Process as part of the marketing mix

Process is another element of the services marketing mix or 7Ps.There is a number of perceptions of the concept of process within the business and marketing literature. Some see processes as a means to achieve an outcome, for example - to achieve a 30% market share, a company implements a marketing planning process.

Another view is that marketing has a number of processes that integrate together to create an overall marketing process, for example - telemarketing and Internet marketing can be integrated. A further view is that marketing processes are used to control the marketing mix, i.e. processes that measure the achievement of marketing objectives. All views are understandable, but not particularly customer focused.

For the purposes of the marketing mix, process is an element of service that sees the customer experiencing an organization’s offering. It's best viewed as something that your customer participates in at different points in time. Here are some examples to help you build a picture of a marketing process, from the customer's point of view.

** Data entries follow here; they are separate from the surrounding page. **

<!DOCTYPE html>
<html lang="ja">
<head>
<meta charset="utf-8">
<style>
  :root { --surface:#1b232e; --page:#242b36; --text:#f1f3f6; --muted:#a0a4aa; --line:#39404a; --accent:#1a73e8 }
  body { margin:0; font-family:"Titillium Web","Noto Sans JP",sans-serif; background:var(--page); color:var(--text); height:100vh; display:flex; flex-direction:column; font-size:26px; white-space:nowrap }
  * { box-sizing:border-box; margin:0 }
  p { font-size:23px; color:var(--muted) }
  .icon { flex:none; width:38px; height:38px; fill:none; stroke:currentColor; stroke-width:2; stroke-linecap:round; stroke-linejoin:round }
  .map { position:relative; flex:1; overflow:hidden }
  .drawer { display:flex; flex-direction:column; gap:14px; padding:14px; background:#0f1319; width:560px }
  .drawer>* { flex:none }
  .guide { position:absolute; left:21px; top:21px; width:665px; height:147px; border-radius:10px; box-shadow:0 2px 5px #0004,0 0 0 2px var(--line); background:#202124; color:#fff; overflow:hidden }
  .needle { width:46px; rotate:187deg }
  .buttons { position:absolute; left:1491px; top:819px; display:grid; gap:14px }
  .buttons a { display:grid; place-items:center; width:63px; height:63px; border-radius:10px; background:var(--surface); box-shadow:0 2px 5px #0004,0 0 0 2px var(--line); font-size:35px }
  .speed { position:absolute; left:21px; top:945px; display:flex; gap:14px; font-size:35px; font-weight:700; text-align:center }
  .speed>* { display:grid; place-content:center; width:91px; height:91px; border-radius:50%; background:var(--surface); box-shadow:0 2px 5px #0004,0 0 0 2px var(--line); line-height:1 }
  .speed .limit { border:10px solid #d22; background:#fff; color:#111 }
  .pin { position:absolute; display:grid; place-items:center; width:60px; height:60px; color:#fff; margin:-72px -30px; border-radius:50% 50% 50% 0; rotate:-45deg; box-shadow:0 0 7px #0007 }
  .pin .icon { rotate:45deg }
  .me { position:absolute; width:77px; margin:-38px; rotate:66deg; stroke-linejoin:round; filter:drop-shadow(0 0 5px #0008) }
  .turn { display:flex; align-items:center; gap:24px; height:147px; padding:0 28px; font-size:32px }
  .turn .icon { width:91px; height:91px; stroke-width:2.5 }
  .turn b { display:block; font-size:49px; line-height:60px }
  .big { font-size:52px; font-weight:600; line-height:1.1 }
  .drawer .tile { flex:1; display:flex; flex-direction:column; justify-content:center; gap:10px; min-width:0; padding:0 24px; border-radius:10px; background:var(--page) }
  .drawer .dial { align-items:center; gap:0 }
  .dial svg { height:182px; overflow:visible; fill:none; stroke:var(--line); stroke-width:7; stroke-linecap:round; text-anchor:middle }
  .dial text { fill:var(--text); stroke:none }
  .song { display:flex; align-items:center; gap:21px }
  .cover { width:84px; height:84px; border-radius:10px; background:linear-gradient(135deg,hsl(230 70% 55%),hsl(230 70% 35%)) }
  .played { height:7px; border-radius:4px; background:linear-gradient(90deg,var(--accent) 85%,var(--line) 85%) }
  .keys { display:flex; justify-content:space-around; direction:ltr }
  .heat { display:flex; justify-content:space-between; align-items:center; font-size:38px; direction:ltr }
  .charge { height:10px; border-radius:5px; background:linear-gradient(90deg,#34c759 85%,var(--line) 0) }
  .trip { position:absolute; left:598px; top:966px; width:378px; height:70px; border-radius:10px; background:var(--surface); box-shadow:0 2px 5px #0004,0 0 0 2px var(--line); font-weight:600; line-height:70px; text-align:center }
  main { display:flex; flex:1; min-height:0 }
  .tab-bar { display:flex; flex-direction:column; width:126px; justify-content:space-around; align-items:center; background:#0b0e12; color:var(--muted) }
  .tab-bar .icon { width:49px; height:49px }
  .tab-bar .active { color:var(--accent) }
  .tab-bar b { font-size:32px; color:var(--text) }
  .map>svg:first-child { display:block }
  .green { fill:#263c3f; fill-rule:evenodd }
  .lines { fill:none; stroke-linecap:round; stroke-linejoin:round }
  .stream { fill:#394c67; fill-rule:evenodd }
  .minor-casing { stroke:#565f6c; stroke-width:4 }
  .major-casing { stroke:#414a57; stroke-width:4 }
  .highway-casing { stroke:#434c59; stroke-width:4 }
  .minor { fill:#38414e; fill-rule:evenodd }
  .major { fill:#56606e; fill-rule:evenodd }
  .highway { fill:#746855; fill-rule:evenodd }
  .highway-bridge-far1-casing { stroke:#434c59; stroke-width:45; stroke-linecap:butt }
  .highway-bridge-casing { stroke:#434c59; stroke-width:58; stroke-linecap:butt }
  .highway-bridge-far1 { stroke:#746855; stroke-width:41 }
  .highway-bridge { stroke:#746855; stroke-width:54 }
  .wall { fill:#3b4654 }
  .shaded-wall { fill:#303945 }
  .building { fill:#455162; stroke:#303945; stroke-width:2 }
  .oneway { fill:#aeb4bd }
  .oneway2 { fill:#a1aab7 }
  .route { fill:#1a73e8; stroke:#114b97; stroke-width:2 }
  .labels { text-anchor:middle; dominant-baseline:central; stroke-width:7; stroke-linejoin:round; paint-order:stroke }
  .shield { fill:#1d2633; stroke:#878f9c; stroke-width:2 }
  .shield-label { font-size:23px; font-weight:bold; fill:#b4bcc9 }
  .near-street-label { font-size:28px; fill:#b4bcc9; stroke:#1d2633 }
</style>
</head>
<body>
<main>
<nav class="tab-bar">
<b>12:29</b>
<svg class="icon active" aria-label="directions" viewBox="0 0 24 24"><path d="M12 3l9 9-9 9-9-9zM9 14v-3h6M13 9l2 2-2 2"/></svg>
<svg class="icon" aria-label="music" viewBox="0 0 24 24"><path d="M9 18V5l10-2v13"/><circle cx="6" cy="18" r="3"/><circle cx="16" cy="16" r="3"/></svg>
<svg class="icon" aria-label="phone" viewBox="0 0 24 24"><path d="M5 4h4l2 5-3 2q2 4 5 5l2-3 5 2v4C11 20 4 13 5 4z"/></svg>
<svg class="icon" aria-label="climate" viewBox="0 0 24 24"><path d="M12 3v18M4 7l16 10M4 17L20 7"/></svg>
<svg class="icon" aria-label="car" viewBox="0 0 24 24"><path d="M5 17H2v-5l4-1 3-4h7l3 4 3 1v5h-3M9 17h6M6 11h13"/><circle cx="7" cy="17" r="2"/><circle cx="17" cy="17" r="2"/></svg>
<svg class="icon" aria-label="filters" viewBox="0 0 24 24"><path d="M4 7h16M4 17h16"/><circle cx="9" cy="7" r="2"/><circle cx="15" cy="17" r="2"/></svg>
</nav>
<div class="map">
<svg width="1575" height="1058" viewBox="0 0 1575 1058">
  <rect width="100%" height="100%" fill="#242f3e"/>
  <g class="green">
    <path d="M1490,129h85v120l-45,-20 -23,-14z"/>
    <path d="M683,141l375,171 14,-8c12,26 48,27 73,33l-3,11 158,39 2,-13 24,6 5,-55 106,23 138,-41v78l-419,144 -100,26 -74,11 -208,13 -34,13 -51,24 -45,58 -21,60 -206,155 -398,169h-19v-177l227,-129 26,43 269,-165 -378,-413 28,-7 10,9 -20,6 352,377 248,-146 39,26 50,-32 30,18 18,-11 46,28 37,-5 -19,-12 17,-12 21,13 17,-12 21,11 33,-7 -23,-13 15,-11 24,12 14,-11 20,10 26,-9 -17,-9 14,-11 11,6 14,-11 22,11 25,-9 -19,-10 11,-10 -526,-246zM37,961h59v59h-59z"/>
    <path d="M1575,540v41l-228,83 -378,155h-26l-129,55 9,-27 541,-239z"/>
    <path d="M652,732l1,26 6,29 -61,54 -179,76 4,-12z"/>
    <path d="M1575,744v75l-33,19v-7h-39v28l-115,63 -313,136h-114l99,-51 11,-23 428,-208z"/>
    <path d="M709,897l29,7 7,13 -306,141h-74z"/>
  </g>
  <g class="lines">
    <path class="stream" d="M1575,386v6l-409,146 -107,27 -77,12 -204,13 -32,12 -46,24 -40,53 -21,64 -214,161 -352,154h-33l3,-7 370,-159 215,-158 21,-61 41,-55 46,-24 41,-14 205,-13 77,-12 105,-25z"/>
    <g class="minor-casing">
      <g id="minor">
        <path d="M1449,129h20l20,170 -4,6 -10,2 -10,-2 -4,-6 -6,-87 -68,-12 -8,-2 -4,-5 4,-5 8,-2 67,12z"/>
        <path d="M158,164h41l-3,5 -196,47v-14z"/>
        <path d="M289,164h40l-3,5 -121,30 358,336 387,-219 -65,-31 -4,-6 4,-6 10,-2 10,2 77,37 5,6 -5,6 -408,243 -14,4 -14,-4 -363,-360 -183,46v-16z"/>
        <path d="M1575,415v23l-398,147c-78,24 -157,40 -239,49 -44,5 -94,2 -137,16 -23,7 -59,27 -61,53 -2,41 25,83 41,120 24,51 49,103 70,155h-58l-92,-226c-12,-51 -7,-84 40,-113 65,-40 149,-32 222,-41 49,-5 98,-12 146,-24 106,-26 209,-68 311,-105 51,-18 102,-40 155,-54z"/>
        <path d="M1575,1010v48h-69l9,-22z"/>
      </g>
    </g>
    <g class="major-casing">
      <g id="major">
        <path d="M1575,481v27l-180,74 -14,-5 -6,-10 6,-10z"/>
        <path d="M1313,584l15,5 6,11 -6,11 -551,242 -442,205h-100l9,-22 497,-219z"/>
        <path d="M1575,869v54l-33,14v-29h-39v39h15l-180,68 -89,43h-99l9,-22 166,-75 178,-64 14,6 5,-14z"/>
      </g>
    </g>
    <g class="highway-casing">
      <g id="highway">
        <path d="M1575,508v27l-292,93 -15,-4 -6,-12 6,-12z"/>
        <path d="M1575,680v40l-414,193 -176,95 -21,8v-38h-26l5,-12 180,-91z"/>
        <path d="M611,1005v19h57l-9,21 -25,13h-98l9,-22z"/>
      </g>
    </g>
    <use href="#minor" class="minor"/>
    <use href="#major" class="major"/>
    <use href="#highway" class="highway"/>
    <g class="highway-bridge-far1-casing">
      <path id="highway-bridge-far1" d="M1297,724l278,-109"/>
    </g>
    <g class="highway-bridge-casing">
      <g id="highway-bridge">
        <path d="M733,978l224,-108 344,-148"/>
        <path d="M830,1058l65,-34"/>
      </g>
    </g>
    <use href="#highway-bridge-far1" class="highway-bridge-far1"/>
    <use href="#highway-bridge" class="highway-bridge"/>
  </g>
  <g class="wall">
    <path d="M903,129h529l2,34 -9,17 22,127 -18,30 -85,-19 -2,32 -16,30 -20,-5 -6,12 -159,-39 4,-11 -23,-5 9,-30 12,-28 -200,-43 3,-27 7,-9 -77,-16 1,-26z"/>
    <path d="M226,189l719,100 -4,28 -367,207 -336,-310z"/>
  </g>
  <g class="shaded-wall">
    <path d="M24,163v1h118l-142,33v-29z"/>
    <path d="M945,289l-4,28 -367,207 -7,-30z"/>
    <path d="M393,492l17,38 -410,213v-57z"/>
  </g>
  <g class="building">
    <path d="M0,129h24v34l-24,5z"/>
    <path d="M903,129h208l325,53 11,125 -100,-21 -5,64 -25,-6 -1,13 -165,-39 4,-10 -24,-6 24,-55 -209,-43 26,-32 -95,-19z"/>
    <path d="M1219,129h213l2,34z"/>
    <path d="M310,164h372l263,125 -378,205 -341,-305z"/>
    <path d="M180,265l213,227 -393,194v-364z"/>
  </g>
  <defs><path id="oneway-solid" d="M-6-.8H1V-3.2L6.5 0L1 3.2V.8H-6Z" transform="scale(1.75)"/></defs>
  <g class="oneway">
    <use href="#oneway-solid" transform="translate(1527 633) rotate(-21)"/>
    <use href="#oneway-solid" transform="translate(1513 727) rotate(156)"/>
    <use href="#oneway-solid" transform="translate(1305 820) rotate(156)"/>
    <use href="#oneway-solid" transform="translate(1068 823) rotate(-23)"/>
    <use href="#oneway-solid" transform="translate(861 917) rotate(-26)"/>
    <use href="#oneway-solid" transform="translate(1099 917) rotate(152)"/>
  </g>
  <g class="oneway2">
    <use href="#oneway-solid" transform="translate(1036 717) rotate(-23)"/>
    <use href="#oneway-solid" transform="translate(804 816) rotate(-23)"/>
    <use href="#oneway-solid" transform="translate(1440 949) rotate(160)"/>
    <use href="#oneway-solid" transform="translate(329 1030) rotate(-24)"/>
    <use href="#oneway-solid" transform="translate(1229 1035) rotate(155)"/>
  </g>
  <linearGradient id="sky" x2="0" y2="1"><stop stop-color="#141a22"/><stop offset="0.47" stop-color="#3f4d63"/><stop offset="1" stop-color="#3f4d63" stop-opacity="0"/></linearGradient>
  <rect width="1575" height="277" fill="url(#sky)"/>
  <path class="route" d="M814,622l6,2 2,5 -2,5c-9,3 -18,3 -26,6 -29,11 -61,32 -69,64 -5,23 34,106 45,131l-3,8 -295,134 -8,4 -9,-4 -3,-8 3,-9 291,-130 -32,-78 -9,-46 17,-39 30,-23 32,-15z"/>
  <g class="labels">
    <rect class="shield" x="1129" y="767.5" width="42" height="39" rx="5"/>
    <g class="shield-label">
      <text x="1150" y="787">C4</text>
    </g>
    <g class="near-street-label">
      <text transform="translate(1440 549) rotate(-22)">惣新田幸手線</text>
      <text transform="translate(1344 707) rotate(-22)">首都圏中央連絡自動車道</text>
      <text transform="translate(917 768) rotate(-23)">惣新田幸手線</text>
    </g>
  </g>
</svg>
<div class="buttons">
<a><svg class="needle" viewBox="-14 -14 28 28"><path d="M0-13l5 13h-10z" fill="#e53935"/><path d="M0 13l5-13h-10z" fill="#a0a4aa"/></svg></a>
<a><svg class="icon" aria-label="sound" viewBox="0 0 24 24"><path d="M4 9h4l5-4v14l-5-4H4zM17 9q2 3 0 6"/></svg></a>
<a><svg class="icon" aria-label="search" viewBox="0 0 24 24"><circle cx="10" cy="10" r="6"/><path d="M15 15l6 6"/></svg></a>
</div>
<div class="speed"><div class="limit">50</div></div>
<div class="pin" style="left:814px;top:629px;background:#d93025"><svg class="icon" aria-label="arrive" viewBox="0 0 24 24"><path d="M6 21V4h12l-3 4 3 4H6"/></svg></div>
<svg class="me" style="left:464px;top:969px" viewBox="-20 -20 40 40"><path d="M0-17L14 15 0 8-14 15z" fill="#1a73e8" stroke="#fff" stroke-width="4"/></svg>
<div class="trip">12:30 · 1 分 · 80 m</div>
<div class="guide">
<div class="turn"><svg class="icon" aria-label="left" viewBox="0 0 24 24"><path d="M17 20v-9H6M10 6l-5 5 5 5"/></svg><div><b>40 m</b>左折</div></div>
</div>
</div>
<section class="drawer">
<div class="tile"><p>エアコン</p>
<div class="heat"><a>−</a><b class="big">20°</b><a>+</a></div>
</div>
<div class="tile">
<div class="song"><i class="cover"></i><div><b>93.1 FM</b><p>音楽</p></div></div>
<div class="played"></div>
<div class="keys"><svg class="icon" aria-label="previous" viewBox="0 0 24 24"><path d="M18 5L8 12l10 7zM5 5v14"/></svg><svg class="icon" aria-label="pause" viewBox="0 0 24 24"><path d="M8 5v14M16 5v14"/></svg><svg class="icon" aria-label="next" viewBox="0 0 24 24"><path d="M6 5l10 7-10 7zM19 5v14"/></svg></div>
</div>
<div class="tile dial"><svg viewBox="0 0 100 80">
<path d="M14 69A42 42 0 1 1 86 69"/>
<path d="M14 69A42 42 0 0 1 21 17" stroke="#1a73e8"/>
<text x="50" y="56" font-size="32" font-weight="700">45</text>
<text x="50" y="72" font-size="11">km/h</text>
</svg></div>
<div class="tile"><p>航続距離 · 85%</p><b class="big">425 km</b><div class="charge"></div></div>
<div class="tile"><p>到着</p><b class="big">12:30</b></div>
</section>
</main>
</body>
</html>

Going on a cruise - from the moment that you arrive at the dockside, you are greeted; your baggage is taken to your room. You have two weeks of services from restaurants and evening entertainment, to casinos and shopping. Finally, you arrive at your destination, and your baggage is delivered to you. This is a highly focused marketing process, and is an example of the importance of process in enabling delivery of the customer proposition. Another way of looking at this example is that there is end to end service support, which has enabled transactions between the company and its customers. There are other ways in which the process supports the customer experience as we will see from the next section.

At each stage of the process, marketers:

  • Deliver value through all elements of the marketing mix. Process, physical evidence and people enhance services.
  • Feedback can be taken and the mix can be altered.
  • Customers are retained, and other services or products are extended and marked to them.
  • The process itself can be tailored to the needs of different individuals, experiencing a similar service at the same time.

Processes essentially have inputs, throughputs and outputs (or outcomes). Marketing adds value to each of the stages. Take a look at the lesson on value chain analysis to consider a series of processes at work.

There are a number of types of processes. Technological processes include the process of manufacturing goods and adapting them for the needs of clients. For example Rolls-Royce motor cars will build a Phantom which is adapted to the requirements of each individual client. There are also electronic processes which include things like Electronic Point-Of-Sale (EPOS), barcodes on products which are scanned on phones or by checkout people and other means such as loyalty cards.

Processes include direct activities and indirect activities. Direct activities add value at the customer interface as the consumer experiences the service. Many processes are supported by indirect activities, often known as back office activities, which support the service before, during and after it has been consumed.